Task directions: Could you write out, word for word, only the lines from the one containing "Map reading. Describe" through the last line of the data below?

Information:
□ □ □ □ □ □ □

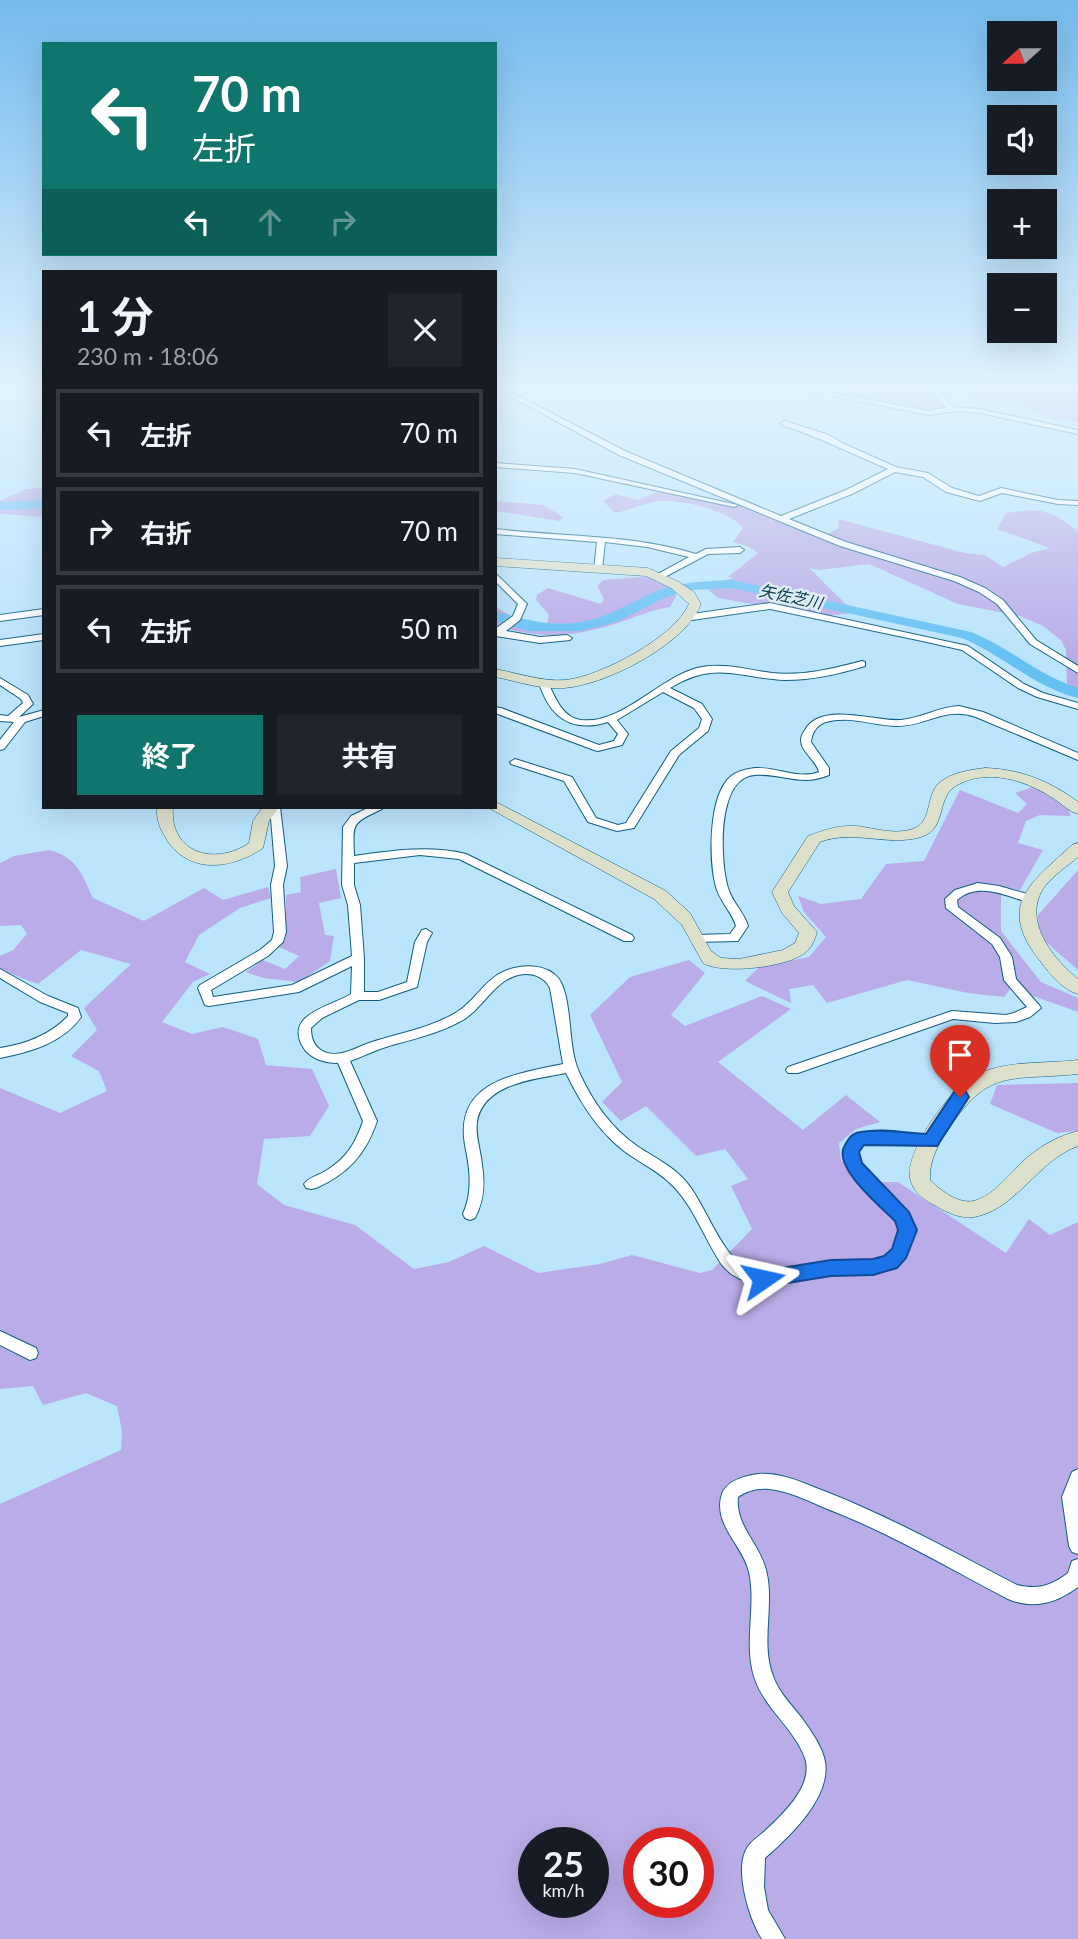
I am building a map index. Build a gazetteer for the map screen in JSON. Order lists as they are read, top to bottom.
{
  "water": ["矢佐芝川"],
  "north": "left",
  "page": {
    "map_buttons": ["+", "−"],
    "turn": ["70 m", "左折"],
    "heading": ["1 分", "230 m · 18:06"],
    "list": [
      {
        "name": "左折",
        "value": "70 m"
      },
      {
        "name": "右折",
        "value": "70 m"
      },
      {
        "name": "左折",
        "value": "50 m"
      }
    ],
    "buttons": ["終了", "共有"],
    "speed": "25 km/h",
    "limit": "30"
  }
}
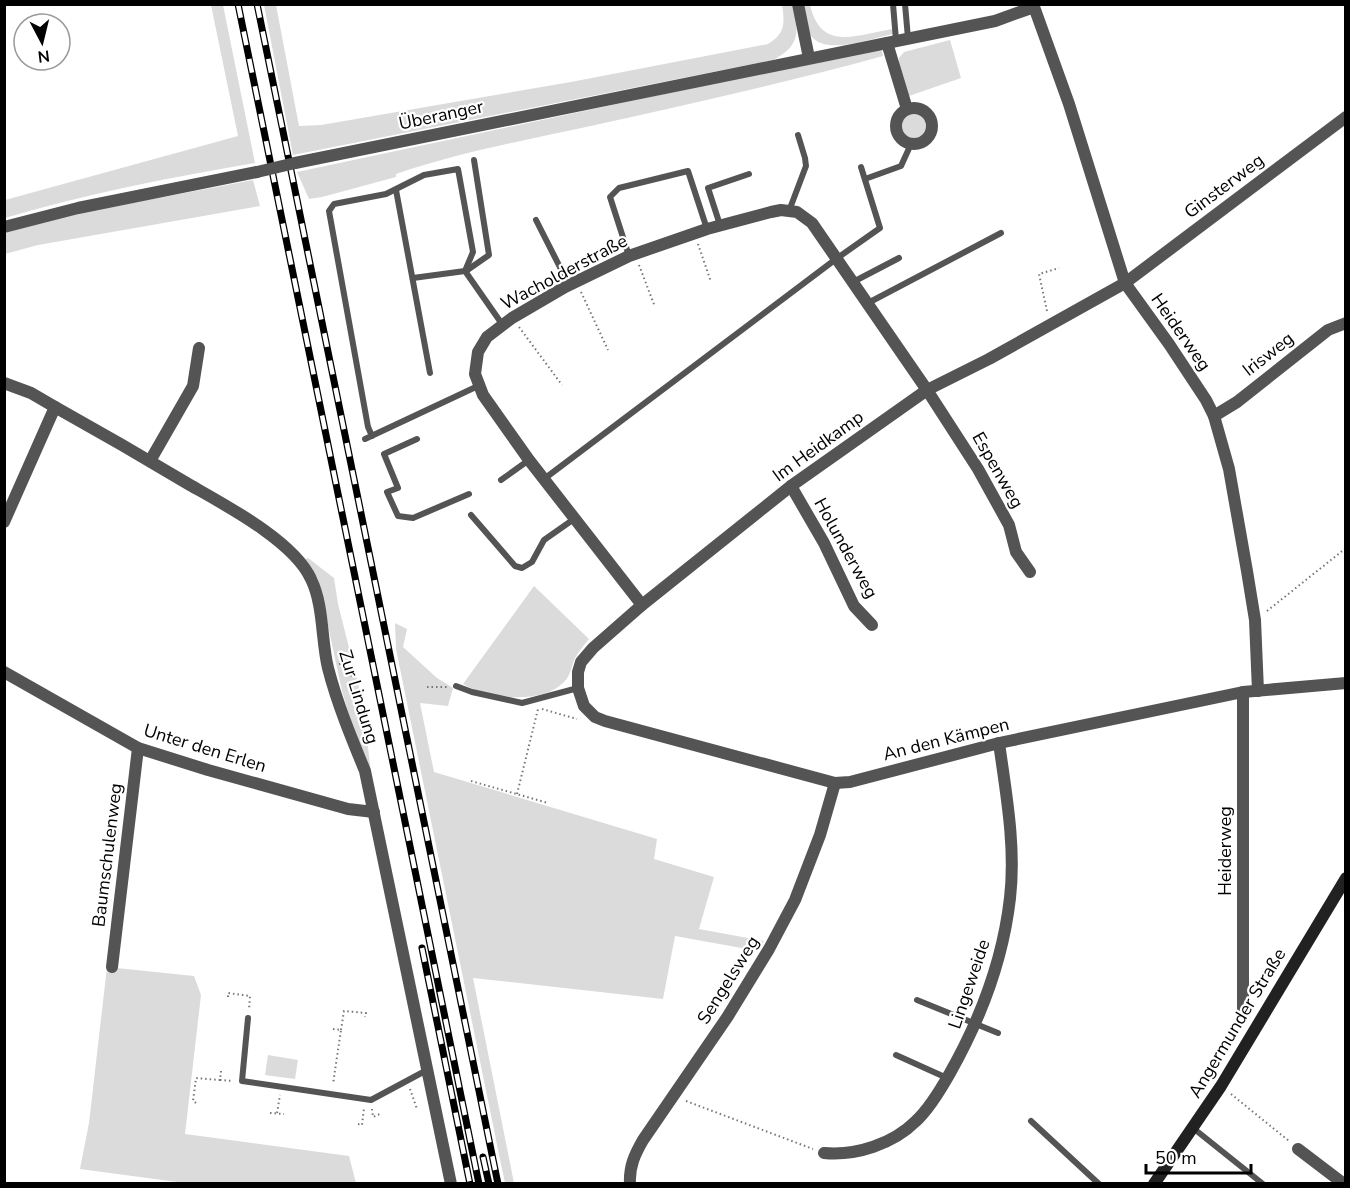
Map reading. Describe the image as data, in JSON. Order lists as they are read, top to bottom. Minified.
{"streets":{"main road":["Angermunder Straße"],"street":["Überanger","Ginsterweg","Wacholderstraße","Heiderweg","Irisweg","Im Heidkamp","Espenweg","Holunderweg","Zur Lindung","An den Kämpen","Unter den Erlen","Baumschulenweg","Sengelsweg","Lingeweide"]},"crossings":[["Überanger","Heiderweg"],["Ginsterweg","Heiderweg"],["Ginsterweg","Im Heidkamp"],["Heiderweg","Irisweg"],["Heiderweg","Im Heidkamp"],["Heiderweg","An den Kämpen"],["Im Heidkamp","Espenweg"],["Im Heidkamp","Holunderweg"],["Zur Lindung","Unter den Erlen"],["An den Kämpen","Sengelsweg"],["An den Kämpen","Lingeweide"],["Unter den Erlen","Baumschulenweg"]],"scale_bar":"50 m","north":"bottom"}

□ □ □ □ □ □ □

Your response:
Map reading. Describe the image as data, in JSON. Order lists as they are read, top to bottom. Minified.
{"streets":{"main road":["Angermunder Straße"],"street":["Überanger","Ginsterweg","Wacholderstraße","Heiderweg","Irisweg","Im Heidkamp","Espenweg","Holunderweg","Zur Lindung","An den Kämpen","Unter den Erlen","Baumschulenweg","Sengelsweg","Lingeweide"]},"crossings":[["Überanger","Heiderweg"],["Ginsterweg","Heiderweg"],["Ginsterweg","Im Heidkamp"],["Heiderweg","Irisweg"],["Heiderweg","Im Heidkamp"],["Heiderweg","An den Kämpen"],["Im Heidkamp","Espenweg"],["Im Heidkamp","Holunderweg"],["Zur Lindung","Unter den Erlen"],["An den Kämpen","Sengelsweg"],["An den Kämpen","Lingeweide"],["Unter den Erlen","Baumschulenweg"]],"scale_bar":"50 m","north":"bottom"}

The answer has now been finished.